--- Work to be completed ---
Which lines in the data below contain the word "مدرسه"? Return each of them.

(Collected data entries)
+ + + + + + +

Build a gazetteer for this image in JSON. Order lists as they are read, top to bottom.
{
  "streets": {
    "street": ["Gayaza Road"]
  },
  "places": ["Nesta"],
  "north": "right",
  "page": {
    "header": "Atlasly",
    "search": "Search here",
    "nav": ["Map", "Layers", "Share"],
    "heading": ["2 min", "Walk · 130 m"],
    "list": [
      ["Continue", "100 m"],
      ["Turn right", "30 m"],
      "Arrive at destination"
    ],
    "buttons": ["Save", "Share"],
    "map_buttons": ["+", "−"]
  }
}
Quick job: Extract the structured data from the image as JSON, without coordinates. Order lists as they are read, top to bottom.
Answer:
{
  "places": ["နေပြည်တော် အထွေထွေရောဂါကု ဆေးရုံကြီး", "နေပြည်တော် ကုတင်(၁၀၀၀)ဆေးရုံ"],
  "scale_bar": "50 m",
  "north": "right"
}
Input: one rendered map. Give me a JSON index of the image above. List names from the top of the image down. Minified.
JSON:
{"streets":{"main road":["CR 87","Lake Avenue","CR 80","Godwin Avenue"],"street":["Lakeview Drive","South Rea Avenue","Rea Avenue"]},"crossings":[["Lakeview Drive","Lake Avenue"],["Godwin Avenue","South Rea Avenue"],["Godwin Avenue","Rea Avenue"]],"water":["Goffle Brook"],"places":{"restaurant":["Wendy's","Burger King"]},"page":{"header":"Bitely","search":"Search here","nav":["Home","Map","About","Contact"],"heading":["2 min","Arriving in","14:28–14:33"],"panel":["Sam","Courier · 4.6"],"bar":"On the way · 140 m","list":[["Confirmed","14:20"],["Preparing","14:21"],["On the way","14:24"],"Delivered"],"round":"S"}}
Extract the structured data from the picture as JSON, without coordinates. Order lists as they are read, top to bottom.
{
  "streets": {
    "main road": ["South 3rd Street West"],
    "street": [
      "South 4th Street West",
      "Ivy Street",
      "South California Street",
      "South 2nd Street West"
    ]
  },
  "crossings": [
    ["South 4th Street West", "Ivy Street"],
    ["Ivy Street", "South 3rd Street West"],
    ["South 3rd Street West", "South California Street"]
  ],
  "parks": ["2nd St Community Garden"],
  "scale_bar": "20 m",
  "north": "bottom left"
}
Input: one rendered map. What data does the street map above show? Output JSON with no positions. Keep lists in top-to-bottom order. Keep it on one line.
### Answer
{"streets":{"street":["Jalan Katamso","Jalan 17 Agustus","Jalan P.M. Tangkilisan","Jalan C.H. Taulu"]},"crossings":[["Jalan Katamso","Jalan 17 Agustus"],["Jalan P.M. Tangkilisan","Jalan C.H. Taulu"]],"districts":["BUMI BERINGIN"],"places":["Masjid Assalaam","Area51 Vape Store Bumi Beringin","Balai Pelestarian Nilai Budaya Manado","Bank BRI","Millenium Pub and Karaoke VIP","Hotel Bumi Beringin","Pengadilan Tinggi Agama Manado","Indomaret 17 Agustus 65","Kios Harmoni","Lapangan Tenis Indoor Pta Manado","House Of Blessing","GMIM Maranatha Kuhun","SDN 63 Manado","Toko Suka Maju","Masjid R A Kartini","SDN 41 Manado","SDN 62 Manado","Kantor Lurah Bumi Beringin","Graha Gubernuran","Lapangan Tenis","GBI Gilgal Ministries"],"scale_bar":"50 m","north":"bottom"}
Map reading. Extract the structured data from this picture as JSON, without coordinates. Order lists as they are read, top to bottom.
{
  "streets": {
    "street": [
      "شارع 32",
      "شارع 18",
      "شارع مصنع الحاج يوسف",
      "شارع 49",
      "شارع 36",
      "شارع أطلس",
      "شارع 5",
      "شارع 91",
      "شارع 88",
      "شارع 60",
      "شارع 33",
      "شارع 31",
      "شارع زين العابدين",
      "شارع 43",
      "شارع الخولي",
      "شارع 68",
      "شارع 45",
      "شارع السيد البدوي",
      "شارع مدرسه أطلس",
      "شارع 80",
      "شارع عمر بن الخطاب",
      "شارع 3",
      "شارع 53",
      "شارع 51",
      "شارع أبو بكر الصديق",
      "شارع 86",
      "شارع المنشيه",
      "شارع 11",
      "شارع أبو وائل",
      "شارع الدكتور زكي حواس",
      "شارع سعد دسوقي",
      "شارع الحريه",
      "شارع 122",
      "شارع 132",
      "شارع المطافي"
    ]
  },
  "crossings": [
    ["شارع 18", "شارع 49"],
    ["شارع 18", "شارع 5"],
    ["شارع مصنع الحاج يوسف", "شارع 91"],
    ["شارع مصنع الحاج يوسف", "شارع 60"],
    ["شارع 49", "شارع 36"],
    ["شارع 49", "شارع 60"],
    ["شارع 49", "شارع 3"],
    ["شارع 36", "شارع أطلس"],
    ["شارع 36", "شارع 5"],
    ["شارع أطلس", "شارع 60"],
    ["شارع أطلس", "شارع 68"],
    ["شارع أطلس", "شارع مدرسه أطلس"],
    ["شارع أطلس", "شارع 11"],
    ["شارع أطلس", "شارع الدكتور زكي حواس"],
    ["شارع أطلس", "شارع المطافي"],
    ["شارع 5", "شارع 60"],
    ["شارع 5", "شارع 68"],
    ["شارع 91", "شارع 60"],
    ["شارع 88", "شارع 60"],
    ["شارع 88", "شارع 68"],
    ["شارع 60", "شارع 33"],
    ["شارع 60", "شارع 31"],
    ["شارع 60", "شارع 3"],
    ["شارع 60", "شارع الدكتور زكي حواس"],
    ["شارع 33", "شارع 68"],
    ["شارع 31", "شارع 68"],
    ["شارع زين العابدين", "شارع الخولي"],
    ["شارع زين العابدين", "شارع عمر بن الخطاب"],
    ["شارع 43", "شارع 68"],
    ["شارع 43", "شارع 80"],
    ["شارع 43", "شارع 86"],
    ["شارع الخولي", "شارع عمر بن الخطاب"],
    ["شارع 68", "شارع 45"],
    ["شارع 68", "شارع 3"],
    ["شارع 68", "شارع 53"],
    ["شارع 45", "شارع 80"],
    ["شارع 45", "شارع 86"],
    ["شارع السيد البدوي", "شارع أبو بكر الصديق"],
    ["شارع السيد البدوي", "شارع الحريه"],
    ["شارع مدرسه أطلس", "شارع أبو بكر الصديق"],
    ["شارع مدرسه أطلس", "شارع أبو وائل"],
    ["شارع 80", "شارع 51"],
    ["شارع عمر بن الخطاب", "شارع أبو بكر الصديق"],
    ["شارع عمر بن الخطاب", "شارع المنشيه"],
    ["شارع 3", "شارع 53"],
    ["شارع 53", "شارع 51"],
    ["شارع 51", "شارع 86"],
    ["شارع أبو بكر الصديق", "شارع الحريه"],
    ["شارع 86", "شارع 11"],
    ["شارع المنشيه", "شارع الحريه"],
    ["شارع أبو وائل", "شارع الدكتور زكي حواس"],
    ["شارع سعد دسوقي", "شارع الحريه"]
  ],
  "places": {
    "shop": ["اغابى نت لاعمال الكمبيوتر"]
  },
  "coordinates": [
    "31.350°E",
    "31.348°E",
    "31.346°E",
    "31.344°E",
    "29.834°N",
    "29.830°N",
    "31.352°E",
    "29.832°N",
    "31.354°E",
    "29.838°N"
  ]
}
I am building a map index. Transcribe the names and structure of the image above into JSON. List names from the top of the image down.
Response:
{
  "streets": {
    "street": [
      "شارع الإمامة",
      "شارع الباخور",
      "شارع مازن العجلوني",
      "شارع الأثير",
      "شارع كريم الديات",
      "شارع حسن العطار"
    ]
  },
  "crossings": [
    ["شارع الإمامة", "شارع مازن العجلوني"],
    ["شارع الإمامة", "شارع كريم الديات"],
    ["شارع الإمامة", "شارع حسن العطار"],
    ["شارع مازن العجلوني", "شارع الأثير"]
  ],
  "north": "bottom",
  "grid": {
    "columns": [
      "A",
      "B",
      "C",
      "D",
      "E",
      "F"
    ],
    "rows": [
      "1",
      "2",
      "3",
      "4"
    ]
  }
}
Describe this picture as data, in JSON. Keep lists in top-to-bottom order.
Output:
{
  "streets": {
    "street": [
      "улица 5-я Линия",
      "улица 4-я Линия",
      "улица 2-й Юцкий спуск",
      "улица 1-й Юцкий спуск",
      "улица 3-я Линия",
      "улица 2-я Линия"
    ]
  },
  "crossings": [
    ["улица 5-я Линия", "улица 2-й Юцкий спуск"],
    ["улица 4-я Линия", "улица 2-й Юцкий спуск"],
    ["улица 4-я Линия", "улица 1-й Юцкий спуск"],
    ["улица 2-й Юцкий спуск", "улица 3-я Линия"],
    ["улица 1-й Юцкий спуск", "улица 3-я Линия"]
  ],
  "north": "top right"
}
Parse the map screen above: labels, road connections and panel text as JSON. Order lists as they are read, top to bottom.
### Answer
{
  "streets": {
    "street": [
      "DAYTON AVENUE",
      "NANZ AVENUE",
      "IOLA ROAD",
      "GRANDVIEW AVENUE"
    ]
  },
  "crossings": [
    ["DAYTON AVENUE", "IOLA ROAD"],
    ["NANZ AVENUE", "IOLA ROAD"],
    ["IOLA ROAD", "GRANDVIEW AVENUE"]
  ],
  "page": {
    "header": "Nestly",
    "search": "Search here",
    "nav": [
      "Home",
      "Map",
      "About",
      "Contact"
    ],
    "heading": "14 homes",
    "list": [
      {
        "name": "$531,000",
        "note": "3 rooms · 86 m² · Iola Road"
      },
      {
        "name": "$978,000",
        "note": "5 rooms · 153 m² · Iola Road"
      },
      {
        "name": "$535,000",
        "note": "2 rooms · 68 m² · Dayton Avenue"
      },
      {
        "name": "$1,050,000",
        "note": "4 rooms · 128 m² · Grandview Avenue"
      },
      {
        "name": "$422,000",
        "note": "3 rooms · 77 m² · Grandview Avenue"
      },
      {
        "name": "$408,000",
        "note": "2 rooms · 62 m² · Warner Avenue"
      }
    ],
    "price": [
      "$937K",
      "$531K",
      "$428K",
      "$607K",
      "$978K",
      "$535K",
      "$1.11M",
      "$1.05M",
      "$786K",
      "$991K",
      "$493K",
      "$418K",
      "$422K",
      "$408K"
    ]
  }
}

+ + + + + + +

--- Expected answer ---
      "شارع مدرسه أطلس",
    ["شارع أطلس", "شارع مدرسه أطلس"],
    ["شارع مدرسه أطلس", "شارع أبو بكر الصديق"],
    ["شارع مدرسه أطلس", "شارع أبو وائل"],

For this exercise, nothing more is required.